--- REQUIRED ACTION ---
Go through the data and report each line that holds the string "Paraíso".
--- RECORD SET Enclosed Below ---
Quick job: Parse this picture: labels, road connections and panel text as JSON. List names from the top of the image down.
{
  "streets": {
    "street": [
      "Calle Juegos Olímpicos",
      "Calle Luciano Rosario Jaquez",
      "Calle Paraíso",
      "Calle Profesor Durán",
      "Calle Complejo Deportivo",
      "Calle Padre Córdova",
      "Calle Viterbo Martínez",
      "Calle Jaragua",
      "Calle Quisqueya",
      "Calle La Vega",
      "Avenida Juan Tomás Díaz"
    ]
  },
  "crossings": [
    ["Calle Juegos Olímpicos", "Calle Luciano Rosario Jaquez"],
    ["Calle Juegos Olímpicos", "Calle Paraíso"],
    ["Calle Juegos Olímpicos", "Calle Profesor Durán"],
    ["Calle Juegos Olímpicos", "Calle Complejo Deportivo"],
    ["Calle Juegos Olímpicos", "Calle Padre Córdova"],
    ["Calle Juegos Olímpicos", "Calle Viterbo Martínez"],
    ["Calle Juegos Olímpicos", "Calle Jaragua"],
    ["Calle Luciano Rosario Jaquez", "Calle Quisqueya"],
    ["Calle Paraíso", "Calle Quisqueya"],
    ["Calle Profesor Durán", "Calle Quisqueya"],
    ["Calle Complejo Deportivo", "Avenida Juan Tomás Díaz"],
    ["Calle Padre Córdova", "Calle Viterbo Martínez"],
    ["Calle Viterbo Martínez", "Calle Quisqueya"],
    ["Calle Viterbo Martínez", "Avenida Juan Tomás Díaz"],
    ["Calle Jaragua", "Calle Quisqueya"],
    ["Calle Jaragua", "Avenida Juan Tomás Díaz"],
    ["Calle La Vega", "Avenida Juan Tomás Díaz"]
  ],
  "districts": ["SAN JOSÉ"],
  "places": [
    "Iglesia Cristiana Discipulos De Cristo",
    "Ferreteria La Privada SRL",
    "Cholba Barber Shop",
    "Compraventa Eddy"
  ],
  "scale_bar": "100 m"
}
--- End of Enclosed RECORD SET ---
--- YOUR SOLUTION ---
      "Calle Paraíso",
    ["Calle Juegos Olímpicos", "Calle Paraíso"],
    ["Calle Paraíso", "Calle Quisqueya"],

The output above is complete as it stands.